Funny eh how life works? Its just so ever changing, one day we are doing things that make us feel good, but we know its bad... the next thing we knoe, actually this is my perception... i used to do things that make me feel good but i know are bad, but now i know that feeling good and doing good, feels much better feeling free and surrounded by people that are spontaneous and sure of themselves is basic bliss, but i and only i know the truth of this feeling, a feeling a blissful thinking about a life without responsibilities.. i know this life cannot last, it cannot be a forever thing thats why i cherish it, i'm even hurting now just because i'm taking time to write this post about it... but i want to remember how much i had enjoyed how much i felt free... no more pain no more times where i felt like theres no reason, but there is a reason only one reason... actually two...one is to be in love, the other, living for this feeling, a feeling that cannot be erased, theres only one thins that could complete my life, i want to me my only one my one for me, the one that could make my life worth living for... i might have already but god can't be so cruel to let her pass by already could he, please, please god, don't let it be her... I want some thats not just another brick in the wall...

Tuesday, July 22, 2008

Take me out, be my scout before the drought...

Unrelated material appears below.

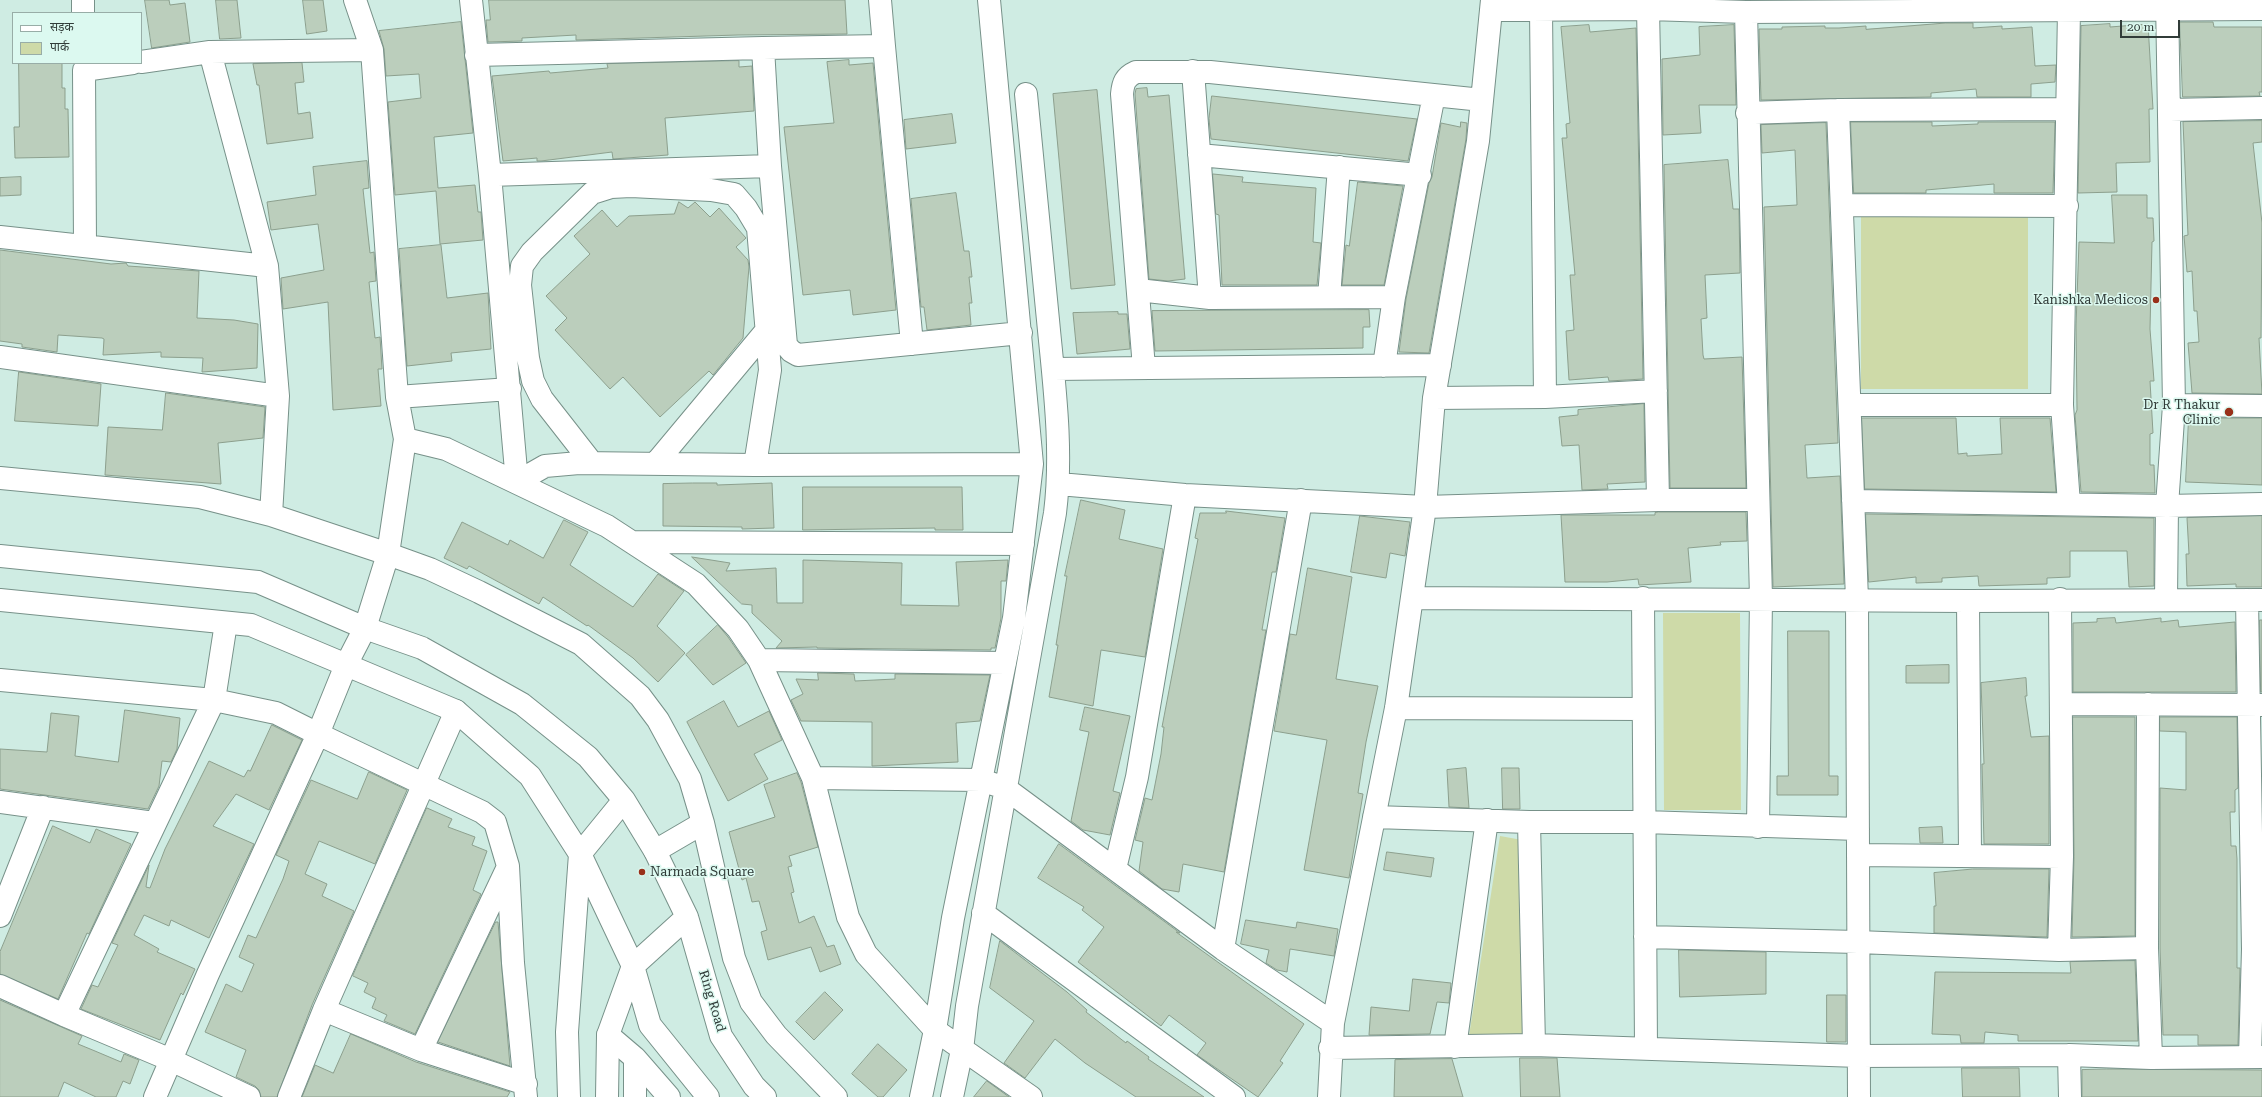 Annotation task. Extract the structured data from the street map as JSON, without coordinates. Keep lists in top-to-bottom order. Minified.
{"streets":{"street":["Ring Road"]},"places":["Kanishka Medicos","Dr R Thakur Clinic","Narmada Square"],"legend":["सड़क","पार्क"],"scale_bar":"20 m"}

No one has a right to write whatever on their blogs, yes its a medium of self expression but well, freedom of speech has a limit, and this limit has been reached by a certain person, and isnt right to be published, on any blog, no matter how u feel, keep it to urself at least just express it in a different manner.... blogspot sucks yooo....

Back to my life, well my life is a lil bit, unstable, yes thats the word, still the story of a boy on the lonely velvet road but now added abit of rotten eggs and rats runnin around. Always i've helped my fellow walking people, walking the same path, and yes i've been very considerate and not acting up lately, but still miss the tymes of sheer stupidity and harmful bodily activities, u know what i'm talking bout, miss the raves miss the people, but ofcourse their bad for what i must, need to whatever u call it "become what i must become" that sorta thing, people i have met say i have potential, have promise to become a great writer and all that bull shit.. of course i'm just a normal person suffering from severe psychotic Depression... or so they say.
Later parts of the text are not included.